L’intrigue est principalement propulsée par Élias et ses effets irrésistibles sur la gent féminine. C’est à cause de lui que Juliette débarque à Tel Aviv, c’est son amour aussi soudain qu’incompréhensible – autant pour lui que pour les lecteurs – pour Olga qui le pousse à commettre une folie en arnaquant d’abord son patron et ensuite des Bédouins, un crime dont les conséquences frapperont d’abord bien d’autres que lui et auxquelles il essaie pendant bien trop longtemps de se soustraire, jusqu’au moment ou celles d’un autre crime, dans lequel, cette fois-ci, il n’est pour rien, le frappent de plein fouet, le tout parfumant le récit, toutes proportions gardées, comme d’un lointain rappel de Crime et Châtiment.
Le texte est placé, on l’a vu, sous le signe de l’illusion et de la violence, et ces deux-là répondent effectivement présentes un peu partout. Que ce soit l’illusion de se construire une autre existence – à défaut de pouvoir s’en construire une meilleure – ; celle de Juliette qui lui fait prendre un avorton de la dimension d’Élias pour l’homme de sa vie ; ou celle encore partagé par Élias et Diabo de pouvoir éternellement se tirer de toutes les impasses. Que ce soit la violence morale du mépris dont Juliette subit les foudres sans pouvoir se libérer de la fatale emprise ; celle, physique, des viols tentés par Manu ; celle de la revanche des Bédouins arnaqués et de leur tentative d’assassinat ; celle encore de la lâcheté d’Élias face aux détournements de la vérité qui menacent les Bédouins en question d’écoper de la perpétuité.

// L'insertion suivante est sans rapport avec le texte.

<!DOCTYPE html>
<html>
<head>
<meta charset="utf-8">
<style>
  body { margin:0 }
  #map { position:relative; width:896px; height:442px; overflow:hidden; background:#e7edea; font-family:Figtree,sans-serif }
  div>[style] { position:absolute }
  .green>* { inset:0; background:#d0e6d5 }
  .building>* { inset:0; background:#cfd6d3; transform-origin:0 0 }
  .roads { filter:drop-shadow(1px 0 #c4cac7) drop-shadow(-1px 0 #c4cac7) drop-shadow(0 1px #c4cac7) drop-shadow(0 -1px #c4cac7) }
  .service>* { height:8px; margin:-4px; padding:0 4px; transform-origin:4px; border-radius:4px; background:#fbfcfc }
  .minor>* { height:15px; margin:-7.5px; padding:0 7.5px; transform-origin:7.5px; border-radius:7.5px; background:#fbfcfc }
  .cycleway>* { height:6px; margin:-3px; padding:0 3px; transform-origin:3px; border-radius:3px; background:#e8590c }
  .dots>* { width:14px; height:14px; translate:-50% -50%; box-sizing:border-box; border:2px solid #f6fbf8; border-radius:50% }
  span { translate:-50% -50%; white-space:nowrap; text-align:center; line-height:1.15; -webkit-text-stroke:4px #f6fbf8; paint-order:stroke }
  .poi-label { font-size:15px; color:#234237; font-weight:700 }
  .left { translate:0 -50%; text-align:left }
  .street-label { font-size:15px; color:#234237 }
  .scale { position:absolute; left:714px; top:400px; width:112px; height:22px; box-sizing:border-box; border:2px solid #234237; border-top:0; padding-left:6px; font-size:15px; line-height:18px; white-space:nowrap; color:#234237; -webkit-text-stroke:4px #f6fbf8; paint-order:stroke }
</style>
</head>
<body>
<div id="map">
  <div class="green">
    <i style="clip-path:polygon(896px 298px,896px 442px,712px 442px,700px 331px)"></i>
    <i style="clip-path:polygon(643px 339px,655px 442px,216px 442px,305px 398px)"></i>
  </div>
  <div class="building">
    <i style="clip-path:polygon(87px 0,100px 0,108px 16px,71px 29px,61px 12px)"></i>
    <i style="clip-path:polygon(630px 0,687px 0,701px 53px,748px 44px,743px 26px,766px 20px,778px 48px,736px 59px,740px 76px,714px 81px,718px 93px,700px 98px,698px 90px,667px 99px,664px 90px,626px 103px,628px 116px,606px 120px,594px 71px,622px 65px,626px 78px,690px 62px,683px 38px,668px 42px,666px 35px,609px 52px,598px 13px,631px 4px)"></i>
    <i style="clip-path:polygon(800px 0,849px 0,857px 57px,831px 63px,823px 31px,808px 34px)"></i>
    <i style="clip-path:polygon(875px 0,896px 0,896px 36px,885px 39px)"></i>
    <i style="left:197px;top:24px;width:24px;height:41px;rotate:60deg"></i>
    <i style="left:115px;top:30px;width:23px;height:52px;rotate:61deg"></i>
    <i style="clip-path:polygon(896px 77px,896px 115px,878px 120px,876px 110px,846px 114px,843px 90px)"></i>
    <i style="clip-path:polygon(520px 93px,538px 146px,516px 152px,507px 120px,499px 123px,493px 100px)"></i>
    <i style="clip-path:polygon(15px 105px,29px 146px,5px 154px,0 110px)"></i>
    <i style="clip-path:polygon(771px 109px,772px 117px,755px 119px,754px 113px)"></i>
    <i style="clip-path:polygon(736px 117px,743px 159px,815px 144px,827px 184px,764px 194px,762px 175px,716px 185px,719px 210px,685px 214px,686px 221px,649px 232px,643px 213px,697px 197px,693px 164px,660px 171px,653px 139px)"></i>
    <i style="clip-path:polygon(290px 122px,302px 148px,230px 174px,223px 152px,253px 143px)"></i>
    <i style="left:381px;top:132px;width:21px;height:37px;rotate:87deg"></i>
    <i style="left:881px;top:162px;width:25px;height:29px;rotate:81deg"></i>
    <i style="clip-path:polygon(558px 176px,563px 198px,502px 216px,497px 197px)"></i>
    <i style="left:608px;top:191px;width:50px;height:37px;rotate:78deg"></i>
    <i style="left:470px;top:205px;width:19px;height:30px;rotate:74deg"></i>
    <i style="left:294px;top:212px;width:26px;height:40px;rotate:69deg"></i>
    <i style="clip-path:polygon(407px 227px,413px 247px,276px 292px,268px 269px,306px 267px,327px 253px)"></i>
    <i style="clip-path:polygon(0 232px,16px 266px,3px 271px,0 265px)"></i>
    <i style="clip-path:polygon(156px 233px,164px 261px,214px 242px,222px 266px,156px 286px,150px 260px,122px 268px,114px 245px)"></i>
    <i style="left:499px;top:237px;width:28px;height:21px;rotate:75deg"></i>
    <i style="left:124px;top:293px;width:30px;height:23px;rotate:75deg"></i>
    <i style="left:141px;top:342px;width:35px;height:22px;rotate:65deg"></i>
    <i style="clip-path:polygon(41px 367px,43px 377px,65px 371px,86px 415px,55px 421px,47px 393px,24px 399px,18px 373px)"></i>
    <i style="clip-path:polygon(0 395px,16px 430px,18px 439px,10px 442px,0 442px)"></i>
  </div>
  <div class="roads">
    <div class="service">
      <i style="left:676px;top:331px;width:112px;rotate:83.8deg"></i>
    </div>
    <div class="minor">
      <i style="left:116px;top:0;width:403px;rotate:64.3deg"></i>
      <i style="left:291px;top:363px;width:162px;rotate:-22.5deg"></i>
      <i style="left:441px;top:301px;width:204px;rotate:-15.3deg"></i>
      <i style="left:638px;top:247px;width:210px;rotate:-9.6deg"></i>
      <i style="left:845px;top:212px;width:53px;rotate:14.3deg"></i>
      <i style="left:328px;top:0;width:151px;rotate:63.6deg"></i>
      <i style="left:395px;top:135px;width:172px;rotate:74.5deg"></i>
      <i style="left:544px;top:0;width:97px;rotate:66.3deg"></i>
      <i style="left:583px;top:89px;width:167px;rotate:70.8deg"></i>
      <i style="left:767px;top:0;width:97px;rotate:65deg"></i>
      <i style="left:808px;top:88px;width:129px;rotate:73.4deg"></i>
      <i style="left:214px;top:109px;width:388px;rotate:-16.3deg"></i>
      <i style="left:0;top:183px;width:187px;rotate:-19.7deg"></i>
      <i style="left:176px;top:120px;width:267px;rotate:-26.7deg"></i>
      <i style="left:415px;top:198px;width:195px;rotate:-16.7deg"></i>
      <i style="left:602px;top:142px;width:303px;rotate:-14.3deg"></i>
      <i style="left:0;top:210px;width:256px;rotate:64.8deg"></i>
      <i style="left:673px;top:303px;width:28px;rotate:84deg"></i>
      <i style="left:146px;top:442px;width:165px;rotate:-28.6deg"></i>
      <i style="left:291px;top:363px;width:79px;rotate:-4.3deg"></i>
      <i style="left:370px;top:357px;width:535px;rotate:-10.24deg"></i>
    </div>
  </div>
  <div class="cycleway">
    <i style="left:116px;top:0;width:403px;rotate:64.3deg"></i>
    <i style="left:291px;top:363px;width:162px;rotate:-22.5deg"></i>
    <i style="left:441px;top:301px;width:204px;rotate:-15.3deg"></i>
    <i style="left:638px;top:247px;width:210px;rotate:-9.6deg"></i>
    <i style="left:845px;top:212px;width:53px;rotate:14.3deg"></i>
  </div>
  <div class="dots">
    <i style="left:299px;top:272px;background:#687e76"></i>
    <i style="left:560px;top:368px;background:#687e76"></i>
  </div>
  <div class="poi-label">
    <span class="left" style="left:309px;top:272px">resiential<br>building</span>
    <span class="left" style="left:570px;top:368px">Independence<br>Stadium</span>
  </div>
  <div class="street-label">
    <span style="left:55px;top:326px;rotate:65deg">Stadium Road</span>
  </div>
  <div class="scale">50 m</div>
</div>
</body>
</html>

On peut finir par se dire qu’il ne fait pas bon vivre dans de telles conditions. S’il n’y avait une autre actrice, omniprésente mais taciturne, abîmée par le passage des années mais conservant une beauté qui séduit encore. C’est la ville elle-même, ses bars, ses restaurants, ses plages, ses vieux quartiers, ses buildings et ses favelas, tous ces lieux hantés par une faune dont on suit passionnément les (més) aventures, et on finit par se dire que Koskas a réussi à peupler les rues et les appartements de Tel Aviv de quelques hommes et de femmes dont l’existence est – crédible. Un véritable exploit pour n’importe quel écrivain, n’importe quel artiste, qui laisse ainsi la trace de ses griffes sur nos mémoires. Et pour cela, j’adresse un grand merci à M. Koskas ! Qui a doté son roman d’une fin qui résume toute l’ambivalence de ses personnages et de son propos dans une réflexion de Juliette où affleurent le désarroi et le besoin d’harmonie et d’amour de cette femme si fragile :
Voilà, se dit-elle [i.e. Juliette], […] enfin il [i.e. Élias] m’a respectée. […] tous ses reproches tombent en désuétude. […] une injustice est réparée. […] Elle se sent enfin apaisée, même si cette dernière nuit d’amour avec lui demeure perfidement dans un coin de sa tête comme un délice et un reproche à la fois. Un jour peut-être qu’elle aura la force de l’avouer à Olga. Alors tout redeviendra tendre, alors tout ira bien. [3]Marco Koskas, Bande de Français, Chapitre 29, page 216
Tout ça est basé sur une fausse réflexion, Juliette ignorant les véritables raisons ayant conduit Élias en prison. Ses réflexions vacillent sur des fondations rongées, et le respect n’existe qu’à cette condition près, de se tenir éloigné de la vérité. L’illusion, donc, jusqu’à la fin, assortie d’une promesse de violences et de blessures futures, guettant l’instant quand éclatera la vérité.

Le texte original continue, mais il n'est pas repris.